Neten Dorji

Lhuentse—”Will you support Tshoki Lhamo, given the higher representation of women participants compared to men here today?” asked DTT’s president, Kinga Tshering, at a party campaign in Menbi Gewog Centre in Lhuentse yesterday.

In response, the crowd affirmed their support for her, as she stands among the six female candidates for DTT.

The president underscored the significance of female participation, elucidating the party’s choice to include women in the fourth national assembly election.

“I acknowledge the challenges faced by women aspiring for political roles. This endeavour cannot be accomplished by men alone,” he said. “Tshoki Lhamo needs your support to ensure equal representation of women in parliament.”
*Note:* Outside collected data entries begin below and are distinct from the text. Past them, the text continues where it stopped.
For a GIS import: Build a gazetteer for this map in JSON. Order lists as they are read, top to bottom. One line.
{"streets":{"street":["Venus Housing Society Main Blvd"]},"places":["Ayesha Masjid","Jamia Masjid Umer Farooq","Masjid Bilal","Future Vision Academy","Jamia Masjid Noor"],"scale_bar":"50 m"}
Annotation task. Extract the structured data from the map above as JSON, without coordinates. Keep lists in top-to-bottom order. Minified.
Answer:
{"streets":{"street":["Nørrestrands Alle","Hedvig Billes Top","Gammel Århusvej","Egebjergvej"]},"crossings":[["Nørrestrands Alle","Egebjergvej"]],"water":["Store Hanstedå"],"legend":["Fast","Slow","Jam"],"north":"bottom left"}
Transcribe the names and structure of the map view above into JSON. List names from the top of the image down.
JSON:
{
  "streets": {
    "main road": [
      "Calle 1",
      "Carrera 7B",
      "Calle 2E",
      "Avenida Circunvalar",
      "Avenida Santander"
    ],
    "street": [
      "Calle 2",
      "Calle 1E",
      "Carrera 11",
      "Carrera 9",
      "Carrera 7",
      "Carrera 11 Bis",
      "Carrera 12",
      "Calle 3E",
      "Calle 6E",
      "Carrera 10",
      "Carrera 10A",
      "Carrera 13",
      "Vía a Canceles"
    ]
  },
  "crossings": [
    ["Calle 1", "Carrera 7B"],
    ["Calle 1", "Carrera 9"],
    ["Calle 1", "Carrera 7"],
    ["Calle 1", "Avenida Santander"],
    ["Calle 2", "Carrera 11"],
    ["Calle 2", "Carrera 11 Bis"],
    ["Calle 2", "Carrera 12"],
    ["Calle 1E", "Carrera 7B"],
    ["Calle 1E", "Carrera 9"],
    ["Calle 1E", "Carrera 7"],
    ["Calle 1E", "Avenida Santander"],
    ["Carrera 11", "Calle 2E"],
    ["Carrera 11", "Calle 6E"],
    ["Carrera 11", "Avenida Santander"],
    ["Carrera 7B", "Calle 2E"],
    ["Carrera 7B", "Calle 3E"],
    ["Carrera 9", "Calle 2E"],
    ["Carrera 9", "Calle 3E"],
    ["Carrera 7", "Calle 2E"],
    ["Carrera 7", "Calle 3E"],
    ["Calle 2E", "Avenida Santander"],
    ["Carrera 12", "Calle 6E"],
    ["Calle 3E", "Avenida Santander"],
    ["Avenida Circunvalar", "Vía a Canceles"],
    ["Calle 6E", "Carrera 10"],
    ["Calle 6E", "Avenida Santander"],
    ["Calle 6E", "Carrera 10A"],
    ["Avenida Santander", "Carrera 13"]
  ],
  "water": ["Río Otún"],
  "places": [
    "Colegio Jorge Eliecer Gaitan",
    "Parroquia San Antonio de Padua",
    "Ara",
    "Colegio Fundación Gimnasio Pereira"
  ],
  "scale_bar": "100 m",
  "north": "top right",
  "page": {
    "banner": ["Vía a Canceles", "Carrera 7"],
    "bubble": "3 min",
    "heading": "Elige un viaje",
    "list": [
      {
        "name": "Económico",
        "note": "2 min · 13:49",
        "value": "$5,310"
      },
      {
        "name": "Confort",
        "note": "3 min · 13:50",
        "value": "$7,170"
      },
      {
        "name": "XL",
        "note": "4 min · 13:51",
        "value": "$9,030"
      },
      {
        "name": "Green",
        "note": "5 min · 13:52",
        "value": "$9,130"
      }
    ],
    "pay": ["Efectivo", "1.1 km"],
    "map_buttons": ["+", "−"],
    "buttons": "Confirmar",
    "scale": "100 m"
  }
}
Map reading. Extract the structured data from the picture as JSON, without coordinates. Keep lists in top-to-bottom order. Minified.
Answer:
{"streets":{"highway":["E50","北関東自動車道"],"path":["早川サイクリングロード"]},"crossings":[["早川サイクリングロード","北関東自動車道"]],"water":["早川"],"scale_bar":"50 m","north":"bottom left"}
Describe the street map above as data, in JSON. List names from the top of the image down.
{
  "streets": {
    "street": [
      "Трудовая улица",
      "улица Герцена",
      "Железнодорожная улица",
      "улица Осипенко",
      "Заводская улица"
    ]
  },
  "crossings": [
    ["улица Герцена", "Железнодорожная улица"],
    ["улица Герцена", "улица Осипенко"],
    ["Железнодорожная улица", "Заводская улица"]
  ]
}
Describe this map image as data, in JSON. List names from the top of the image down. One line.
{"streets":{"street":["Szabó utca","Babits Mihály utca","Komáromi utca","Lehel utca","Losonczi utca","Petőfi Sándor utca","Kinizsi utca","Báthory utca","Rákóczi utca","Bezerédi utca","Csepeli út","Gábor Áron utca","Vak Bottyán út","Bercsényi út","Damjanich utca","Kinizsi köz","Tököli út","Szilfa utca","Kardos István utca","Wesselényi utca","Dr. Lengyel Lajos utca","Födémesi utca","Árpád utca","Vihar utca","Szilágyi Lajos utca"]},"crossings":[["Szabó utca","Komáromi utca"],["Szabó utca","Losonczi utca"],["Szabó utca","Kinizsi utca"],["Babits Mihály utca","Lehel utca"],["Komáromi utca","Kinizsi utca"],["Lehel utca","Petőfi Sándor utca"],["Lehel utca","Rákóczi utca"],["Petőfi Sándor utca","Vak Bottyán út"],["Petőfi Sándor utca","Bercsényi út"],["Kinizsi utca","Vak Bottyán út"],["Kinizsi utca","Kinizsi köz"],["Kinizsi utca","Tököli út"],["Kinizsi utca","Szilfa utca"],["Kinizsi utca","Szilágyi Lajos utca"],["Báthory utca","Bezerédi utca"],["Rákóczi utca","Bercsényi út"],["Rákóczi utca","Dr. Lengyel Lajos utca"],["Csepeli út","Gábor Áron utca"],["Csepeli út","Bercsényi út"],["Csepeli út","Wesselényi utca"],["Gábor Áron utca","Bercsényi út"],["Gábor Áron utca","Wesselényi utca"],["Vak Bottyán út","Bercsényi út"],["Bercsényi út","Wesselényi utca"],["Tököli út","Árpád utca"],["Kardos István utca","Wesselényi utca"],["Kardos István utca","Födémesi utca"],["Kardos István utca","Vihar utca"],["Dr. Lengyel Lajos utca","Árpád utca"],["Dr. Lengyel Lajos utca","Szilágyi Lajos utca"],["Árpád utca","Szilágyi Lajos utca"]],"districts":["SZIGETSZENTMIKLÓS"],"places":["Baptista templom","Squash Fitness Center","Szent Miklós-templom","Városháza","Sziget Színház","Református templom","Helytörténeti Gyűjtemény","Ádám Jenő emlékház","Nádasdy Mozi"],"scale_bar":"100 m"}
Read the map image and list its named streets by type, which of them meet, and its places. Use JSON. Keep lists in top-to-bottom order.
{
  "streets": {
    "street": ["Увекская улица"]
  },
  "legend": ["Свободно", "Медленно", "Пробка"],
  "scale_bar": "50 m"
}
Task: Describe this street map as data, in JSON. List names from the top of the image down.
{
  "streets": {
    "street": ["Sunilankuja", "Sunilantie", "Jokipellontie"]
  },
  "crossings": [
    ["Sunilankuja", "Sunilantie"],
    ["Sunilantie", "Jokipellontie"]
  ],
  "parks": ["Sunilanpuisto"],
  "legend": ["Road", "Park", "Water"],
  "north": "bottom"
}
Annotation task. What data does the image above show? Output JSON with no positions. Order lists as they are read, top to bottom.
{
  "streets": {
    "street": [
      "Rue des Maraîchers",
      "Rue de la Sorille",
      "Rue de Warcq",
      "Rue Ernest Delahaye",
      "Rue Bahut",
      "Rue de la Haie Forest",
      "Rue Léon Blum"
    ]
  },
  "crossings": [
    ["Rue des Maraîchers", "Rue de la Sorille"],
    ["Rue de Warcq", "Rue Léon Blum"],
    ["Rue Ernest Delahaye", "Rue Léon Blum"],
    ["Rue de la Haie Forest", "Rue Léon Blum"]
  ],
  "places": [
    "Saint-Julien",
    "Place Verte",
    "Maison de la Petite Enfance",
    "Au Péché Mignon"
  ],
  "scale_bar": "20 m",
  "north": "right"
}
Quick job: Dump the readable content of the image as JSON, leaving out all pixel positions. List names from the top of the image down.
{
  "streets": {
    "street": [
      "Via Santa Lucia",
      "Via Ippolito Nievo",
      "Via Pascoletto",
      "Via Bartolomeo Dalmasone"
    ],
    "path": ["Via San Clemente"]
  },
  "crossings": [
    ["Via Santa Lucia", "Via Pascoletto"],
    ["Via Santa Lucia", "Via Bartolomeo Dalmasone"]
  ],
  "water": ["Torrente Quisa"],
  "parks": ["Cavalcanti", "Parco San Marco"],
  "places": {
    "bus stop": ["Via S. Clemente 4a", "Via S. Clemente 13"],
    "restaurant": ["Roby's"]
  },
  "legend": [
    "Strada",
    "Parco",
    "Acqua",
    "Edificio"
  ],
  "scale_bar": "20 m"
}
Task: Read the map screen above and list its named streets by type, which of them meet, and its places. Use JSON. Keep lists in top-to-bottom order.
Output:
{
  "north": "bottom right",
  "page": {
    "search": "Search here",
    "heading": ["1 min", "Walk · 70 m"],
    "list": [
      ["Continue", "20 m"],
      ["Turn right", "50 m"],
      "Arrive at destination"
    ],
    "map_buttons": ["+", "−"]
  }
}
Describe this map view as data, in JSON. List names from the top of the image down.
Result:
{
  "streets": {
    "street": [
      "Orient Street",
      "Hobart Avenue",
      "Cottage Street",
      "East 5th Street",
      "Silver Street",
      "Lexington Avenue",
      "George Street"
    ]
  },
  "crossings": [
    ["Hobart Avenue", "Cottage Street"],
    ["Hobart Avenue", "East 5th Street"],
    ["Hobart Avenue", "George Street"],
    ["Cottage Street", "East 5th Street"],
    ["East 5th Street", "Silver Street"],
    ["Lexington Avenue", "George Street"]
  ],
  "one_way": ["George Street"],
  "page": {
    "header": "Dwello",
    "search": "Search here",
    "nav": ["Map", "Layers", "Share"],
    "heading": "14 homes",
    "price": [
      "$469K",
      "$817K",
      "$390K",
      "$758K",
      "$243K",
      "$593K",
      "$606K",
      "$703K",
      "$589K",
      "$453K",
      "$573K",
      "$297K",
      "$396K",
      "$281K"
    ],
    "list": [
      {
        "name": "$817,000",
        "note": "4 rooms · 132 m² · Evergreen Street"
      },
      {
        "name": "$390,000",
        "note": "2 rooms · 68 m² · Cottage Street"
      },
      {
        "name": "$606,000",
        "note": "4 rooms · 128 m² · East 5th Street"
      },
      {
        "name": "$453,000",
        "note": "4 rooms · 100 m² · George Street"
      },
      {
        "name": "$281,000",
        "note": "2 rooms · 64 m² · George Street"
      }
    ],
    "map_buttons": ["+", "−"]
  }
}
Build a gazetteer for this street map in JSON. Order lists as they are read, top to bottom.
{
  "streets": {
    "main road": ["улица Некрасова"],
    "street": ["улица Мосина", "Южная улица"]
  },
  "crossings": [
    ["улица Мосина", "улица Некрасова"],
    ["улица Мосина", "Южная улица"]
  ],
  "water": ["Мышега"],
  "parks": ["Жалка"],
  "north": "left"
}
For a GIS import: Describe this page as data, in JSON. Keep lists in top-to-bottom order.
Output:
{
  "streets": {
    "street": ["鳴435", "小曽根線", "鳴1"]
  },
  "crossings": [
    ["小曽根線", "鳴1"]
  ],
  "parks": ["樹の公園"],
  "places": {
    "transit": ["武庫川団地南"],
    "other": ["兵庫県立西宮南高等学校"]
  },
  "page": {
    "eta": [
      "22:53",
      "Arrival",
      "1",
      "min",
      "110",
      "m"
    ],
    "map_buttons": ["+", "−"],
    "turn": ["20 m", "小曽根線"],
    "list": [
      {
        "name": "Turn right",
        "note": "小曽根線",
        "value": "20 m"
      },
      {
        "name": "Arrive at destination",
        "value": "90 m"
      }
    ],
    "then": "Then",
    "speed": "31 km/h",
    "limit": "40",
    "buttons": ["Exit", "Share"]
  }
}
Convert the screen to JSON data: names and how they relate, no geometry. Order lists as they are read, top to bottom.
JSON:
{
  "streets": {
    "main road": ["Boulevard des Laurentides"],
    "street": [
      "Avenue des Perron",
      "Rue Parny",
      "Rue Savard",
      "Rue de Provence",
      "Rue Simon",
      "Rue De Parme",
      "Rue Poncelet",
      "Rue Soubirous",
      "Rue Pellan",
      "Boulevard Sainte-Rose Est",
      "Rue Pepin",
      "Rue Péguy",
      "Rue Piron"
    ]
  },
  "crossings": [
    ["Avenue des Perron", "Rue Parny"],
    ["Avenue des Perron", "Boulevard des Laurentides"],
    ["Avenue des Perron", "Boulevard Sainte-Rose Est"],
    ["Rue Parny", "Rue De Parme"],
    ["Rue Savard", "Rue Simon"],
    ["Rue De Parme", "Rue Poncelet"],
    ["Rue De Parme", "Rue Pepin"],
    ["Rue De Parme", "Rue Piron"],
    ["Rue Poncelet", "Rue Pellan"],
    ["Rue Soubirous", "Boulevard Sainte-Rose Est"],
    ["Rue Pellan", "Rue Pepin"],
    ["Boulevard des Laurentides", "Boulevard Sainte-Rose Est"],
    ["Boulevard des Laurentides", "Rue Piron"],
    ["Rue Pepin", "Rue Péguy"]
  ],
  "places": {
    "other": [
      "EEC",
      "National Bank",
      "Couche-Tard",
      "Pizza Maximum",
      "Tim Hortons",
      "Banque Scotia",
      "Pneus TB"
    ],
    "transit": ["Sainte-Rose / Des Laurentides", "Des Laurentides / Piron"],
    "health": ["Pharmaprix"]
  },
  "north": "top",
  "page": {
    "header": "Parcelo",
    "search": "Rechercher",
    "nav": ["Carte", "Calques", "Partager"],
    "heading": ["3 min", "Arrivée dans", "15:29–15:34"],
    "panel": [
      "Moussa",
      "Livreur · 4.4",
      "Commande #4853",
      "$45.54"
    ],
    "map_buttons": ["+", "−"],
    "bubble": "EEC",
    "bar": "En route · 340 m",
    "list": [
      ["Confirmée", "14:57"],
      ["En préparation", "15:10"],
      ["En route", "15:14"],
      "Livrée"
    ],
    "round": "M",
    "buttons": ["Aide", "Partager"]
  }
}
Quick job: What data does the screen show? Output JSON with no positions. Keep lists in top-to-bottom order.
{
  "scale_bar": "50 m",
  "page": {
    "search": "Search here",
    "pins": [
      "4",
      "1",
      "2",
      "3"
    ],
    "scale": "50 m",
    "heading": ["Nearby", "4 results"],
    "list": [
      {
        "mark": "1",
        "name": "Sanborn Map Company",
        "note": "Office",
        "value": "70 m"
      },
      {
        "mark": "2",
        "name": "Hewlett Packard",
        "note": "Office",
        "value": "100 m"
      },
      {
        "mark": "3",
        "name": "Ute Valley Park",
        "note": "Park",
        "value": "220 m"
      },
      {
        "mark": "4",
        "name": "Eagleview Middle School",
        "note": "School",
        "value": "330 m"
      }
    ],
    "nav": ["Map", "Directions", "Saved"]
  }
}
If elected, DTT has committed to providing Nu 200 million to the people of Lhuentse for tourism development and skill enhancement, particularly in weaving Kushuthara.

Additionally, the party pledged to create a QR code for Kushuthara to promote the brand in Western countries.

Following the exposition of Sunomics, the president advised voters to choose a political party with diverse pledges and candidates well-versed in public issues.

However, the gewog displayed a lukewarm response, with attendance notably lower compared to other dzongkhags. Only one representative per household attended the meetings, and in most cases, the turnout was less than half the expected number of participants.

Gurula, 69, said that more participants should be engaged, advocating for at least one representative from each household to attend presidential addresses.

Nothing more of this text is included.